PP31C-2258
Late Holocene climate change in the western Mediterranean: centennial-scale vegetation and North Atlantic Oscillation variability

Wednesday, 16 December 2015
Poster Hall (Moscone South)
María Josefa Ramos Román1, Gonzalo Jimenez-Moreno1, R Scott Anderson2, Antonio García-Alix3, Jaime L. Toney3, Francisco José Javier Jiménez-Espejo4 and José S. Carrión5, (1)University of Granada, Granada, Spain, (2)Northern Arizona University, Flagstaff, AZ, United States, (3)University of Glasgow, Glasgow, United Kingdom, (4)JAMSTEC, Yokosuka, Japan, (5)Universidad de Murcia, Murcia, Spain
Abstract:
Sediments from alpine peat bogs and lakes from the Sierra Nevada in southeastern Spain (western Mediterranean area) have been very informative in terms of how vegetation and wetland environments were impacted by past climate change.

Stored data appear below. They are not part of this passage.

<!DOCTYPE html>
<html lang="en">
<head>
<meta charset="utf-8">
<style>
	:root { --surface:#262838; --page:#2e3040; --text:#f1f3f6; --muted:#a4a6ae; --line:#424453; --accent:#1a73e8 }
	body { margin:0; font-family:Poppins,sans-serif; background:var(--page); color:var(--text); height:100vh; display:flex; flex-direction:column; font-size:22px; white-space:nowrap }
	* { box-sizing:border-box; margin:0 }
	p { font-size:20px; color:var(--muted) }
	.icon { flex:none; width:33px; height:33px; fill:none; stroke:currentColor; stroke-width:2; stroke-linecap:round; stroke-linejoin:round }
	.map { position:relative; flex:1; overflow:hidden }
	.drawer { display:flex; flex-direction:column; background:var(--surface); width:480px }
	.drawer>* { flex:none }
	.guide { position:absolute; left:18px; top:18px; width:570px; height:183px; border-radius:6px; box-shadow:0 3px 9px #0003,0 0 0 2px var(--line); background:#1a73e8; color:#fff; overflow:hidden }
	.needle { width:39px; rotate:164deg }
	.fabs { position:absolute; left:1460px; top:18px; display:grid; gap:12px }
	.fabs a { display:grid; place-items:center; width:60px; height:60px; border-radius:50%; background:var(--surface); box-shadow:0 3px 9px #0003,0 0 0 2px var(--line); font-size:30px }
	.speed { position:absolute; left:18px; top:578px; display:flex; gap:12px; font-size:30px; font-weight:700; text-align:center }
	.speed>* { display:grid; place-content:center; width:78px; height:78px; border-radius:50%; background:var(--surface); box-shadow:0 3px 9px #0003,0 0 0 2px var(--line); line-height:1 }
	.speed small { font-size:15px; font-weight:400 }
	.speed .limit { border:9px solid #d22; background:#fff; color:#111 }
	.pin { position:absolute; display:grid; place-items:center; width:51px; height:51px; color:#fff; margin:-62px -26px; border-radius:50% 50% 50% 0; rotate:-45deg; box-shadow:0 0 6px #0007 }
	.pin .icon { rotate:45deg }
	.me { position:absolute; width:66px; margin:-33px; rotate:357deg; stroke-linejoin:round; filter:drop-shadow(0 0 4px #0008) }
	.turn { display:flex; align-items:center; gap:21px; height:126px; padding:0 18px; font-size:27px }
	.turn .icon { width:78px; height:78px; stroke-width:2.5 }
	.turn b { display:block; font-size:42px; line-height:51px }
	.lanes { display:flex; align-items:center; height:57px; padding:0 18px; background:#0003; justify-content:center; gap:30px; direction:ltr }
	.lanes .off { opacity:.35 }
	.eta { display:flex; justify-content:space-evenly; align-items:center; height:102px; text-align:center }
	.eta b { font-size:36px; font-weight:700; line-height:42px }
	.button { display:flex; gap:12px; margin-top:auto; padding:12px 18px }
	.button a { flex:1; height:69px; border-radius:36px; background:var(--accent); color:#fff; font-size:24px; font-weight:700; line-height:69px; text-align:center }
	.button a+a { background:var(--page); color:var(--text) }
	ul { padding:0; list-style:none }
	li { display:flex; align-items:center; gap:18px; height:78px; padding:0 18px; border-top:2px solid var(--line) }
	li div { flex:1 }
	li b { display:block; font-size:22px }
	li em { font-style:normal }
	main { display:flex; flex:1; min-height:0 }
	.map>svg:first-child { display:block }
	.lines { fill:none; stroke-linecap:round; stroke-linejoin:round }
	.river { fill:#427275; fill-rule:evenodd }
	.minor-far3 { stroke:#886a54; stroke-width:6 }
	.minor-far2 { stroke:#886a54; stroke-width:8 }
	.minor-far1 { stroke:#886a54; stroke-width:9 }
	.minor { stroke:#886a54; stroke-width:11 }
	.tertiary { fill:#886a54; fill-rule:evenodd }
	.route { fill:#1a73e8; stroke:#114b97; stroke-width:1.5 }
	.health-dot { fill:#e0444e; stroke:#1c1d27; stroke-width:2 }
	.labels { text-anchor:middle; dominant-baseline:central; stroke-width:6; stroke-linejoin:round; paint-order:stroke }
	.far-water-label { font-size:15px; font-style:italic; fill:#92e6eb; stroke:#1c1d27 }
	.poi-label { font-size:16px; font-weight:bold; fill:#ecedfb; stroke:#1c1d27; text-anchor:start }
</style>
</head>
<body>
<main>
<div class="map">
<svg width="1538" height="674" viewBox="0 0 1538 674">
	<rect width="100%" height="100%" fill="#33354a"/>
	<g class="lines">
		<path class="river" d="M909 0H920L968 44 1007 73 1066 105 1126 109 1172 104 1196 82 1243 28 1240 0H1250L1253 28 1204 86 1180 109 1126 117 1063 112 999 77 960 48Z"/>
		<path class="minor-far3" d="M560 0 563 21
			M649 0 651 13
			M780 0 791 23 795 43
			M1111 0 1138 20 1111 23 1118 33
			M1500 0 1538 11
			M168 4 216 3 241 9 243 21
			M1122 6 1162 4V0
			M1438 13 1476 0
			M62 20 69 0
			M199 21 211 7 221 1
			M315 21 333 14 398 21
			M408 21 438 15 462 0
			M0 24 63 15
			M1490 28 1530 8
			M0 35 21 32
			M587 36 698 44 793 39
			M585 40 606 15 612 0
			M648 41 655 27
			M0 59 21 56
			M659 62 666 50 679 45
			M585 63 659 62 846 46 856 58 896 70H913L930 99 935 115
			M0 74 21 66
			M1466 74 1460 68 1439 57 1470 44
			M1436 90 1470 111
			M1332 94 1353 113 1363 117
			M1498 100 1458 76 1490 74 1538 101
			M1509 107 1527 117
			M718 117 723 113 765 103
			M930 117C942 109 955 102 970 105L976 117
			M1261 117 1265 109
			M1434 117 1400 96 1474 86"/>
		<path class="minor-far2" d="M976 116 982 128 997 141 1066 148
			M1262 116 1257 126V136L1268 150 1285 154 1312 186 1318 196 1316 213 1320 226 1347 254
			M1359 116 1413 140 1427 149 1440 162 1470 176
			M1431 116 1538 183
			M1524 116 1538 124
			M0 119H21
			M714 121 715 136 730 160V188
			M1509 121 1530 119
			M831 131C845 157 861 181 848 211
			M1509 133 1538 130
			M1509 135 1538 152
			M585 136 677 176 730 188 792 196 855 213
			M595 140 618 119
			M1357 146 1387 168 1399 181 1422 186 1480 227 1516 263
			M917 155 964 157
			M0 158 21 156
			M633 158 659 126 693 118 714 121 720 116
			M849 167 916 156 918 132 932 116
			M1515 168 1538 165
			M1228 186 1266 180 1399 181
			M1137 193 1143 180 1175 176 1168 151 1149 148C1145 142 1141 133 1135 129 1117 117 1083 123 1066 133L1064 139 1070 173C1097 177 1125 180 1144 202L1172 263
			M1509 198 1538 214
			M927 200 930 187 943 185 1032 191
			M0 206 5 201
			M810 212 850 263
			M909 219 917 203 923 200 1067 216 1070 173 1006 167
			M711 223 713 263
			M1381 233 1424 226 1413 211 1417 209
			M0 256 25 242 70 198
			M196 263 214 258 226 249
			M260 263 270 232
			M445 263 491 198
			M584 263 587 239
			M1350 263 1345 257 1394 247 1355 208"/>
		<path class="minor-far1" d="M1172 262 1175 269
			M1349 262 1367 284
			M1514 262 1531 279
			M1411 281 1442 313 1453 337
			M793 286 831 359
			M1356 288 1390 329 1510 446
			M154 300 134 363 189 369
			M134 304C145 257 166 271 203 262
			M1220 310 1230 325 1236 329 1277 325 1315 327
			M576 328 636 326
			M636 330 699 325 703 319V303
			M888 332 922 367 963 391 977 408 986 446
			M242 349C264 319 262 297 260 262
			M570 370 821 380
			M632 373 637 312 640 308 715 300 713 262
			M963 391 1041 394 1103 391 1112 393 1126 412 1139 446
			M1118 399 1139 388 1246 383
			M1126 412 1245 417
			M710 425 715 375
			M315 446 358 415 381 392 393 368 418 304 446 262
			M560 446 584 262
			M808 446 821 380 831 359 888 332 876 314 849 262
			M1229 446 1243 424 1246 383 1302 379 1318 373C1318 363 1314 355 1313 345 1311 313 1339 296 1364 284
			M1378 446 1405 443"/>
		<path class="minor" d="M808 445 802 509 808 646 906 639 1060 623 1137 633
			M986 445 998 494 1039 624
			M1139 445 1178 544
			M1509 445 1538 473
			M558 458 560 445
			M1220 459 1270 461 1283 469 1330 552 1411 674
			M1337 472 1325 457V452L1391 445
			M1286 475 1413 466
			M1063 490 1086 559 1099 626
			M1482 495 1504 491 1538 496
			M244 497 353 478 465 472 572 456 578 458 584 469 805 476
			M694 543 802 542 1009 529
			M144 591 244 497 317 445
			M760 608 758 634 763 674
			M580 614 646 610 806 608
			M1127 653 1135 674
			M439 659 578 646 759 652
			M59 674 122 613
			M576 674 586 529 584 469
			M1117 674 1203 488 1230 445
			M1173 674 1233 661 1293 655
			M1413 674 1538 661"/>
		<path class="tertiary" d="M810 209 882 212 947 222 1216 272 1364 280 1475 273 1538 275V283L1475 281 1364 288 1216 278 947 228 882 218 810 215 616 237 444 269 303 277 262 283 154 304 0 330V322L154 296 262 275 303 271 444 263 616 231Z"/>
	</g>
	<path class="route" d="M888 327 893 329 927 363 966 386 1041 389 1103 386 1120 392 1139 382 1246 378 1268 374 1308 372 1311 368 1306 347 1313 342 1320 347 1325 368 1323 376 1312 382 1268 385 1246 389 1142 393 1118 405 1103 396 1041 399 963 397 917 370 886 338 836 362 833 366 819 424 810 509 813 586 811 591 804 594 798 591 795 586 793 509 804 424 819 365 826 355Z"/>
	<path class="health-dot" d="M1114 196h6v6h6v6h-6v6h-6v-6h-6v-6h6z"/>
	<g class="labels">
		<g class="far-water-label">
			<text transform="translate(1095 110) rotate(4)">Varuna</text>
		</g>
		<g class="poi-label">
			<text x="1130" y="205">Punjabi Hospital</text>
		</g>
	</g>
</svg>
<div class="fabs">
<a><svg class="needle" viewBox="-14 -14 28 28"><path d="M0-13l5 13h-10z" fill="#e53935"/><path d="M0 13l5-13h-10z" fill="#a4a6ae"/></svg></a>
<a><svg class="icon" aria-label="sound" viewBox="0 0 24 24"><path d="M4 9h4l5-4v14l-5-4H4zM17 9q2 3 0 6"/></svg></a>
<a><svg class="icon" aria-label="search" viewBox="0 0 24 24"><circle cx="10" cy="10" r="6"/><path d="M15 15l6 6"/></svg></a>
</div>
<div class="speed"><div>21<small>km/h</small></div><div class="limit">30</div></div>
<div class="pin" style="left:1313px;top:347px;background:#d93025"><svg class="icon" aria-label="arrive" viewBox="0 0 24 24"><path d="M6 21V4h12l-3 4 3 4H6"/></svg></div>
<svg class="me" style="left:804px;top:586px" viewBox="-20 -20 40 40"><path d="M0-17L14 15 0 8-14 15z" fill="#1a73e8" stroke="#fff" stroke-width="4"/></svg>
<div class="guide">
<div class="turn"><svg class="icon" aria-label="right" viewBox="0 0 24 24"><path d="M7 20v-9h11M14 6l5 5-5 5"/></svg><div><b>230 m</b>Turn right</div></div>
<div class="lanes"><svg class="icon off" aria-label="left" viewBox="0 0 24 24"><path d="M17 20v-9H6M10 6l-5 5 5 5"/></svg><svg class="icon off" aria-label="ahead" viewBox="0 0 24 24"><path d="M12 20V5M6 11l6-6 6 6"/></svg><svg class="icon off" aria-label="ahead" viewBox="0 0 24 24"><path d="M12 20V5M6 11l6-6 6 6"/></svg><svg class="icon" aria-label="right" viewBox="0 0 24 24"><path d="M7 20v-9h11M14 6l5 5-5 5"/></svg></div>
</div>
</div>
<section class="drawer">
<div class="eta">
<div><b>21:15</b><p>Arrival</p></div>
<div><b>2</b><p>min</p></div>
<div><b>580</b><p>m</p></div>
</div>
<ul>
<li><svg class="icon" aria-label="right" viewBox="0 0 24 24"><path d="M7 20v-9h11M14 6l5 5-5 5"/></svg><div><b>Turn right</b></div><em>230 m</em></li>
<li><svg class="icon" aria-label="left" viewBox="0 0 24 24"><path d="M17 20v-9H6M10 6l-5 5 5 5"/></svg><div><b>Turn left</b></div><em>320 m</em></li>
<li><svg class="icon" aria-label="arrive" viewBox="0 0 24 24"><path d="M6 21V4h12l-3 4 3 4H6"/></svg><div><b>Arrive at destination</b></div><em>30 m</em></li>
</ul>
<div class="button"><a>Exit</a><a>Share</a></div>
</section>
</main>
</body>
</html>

Recently, many studies try to find out the relationship between solar activity, atmosphere and ocean dynamics and changes in the terrestrial environments. The Mediterranean is a very sensitive area with respect to atmospheric dynamics due to (1) its location, right in the boundary between subtropical and temperate climate systems and (2) the North Atlantic Oscillation (NAO) is one of the main mechanism that influence present climate in this area. Here we present a multi-proxy high-resolution study from Borreguil de la Caldera (BdlC), a peat bog that records the last ca. 4500 cal yr BP of vegetation, fire, human impact and climate history from the Sierra Nevada. The pollen, charcoal and non-pollen palynomorphs (NPPs) reconstruction in the BdlC-01 record evidence relative humidity changes in the last millennia interrupting the late Holocene aridification trend. This study shows a relative arid period between ca. 4000 and 3100 cal yr BP; the Iberian Roman humid period (ca. 2600 to 1600 cal yr BP); a relative arid period during the Dark Ages (from ca. AD 500 to AD 900) and Medieval Climate Anomaly (from ca. AD 900 to ca. AD 1300) and predominantly wetter conditions corresponding with The Little Ice Age period (from ca. AD 1300 to AD 1850). This climate variability could be explained by centennial scale changes in the NAO and solar activity.